_EXERCISE PROMPT_.
Report each line from the data below that holds the word "lineWidth".

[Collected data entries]
══════════════════════════════

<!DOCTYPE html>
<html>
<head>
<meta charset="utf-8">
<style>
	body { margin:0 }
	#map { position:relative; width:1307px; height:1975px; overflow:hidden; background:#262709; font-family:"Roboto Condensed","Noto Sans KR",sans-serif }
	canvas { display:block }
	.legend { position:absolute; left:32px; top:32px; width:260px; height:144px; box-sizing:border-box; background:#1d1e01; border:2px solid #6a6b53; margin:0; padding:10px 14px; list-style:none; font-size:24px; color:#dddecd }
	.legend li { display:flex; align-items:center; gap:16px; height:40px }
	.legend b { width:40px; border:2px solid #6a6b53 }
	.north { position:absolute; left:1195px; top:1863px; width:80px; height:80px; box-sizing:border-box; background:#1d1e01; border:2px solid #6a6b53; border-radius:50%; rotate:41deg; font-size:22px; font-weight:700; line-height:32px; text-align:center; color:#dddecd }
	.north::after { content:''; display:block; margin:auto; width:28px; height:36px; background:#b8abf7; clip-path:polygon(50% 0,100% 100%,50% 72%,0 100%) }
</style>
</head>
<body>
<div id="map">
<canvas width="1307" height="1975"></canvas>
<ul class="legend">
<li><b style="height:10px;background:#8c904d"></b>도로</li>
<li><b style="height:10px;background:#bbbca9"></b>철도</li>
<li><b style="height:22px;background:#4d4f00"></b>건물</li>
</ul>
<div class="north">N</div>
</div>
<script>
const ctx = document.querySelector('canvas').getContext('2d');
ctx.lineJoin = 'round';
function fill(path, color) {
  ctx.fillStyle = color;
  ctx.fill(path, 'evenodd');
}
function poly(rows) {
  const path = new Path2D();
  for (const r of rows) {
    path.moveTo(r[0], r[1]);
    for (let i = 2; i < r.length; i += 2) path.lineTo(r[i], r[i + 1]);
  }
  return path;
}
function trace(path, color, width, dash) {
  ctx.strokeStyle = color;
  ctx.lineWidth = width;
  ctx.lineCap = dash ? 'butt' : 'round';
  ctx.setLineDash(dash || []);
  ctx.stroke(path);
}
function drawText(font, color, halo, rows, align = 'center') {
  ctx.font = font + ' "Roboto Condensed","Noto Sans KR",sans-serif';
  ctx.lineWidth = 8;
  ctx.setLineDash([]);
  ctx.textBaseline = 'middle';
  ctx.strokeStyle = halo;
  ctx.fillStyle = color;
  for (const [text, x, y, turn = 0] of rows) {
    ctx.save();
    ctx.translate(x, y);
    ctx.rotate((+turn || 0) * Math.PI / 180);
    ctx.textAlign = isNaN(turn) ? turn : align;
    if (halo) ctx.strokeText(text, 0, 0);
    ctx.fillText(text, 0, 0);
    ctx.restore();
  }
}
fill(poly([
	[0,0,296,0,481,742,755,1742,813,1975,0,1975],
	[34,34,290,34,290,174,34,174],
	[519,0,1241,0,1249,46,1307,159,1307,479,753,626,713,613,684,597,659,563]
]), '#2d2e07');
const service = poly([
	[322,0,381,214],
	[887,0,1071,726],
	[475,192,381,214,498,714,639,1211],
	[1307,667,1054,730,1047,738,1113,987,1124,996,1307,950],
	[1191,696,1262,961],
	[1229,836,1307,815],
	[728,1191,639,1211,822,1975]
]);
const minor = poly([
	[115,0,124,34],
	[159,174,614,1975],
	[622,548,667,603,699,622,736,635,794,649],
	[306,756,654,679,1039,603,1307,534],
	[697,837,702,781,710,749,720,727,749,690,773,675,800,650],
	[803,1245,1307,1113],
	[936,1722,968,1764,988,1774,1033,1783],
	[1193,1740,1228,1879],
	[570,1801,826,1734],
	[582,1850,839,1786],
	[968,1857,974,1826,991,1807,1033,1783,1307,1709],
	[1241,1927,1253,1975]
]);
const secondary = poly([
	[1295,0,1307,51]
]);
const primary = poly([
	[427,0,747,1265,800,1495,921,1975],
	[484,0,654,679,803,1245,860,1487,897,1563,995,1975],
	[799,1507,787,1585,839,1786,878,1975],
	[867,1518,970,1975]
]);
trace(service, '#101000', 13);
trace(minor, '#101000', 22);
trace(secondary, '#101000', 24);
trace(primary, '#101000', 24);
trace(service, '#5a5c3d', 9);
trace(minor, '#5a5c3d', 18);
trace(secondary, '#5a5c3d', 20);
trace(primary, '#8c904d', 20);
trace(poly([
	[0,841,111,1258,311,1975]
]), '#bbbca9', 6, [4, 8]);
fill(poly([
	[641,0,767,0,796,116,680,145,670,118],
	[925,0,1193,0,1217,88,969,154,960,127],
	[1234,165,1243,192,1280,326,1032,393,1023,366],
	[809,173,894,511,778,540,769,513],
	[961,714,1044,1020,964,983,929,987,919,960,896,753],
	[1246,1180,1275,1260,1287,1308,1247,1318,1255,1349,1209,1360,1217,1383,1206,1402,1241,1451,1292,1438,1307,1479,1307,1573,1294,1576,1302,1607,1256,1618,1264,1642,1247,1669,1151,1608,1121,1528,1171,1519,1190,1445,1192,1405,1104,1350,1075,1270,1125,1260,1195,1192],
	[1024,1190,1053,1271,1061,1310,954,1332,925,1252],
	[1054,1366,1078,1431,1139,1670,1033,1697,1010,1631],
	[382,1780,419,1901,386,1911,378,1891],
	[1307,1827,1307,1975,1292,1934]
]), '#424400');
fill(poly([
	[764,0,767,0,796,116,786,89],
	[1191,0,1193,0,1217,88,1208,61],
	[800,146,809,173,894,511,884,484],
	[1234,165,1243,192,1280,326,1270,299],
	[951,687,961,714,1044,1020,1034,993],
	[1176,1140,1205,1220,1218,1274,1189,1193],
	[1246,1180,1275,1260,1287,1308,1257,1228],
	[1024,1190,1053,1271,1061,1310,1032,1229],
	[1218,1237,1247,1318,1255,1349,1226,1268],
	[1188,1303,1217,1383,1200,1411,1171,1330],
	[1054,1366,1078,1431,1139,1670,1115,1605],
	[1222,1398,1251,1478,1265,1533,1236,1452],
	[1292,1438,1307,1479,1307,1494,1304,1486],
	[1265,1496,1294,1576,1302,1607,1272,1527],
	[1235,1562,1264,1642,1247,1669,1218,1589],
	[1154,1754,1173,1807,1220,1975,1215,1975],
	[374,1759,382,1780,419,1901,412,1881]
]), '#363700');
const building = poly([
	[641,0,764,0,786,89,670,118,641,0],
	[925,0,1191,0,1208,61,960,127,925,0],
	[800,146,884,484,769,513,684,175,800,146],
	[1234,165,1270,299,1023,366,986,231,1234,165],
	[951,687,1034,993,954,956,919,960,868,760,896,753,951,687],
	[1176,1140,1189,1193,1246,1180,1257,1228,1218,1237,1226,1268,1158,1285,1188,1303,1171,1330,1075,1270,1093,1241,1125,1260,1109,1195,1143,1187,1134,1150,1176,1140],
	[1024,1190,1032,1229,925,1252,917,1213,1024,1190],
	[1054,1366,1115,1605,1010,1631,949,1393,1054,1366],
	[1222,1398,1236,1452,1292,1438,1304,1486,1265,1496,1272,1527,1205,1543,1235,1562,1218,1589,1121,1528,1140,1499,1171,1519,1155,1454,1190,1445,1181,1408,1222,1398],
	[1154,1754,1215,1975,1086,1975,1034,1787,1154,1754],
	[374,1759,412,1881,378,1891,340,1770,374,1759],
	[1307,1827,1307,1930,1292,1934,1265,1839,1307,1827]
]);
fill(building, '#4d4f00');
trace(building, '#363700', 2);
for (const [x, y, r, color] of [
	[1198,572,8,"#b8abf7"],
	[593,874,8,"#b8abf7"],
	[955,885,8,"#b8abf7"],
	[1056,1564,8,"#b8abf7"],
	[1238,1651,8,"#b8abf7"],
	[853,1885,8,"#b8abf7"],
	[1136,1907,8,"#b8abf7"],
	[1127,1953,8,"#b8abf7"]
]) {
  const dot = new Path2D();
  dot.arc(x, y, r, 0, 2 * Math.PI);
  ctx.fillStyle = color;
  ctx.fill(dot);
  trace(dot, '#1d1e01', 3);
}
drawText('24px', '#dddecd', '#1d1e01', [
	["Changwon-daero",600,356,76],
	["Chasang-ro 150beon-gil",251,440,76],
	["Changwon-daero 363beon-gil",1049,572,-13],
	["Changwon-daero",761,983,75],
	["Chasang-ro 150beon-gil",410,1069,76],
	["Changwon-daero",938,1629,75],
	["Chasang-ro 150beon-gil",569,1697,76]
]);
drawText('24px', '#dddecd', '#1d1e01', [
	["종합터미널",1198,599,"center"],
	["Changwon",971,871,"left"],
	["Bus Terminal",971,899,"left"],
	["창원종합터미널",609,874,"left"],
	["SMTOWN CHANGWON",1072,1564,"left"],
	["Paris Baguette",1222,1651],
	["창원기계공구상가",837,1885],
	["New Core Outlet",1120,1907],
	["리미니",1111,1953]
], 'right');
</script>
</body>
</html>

══════════════════════════════

_ANSWER BELOW_.
  ctx.lineWidth = width;
  ctx.lineWidth = 8;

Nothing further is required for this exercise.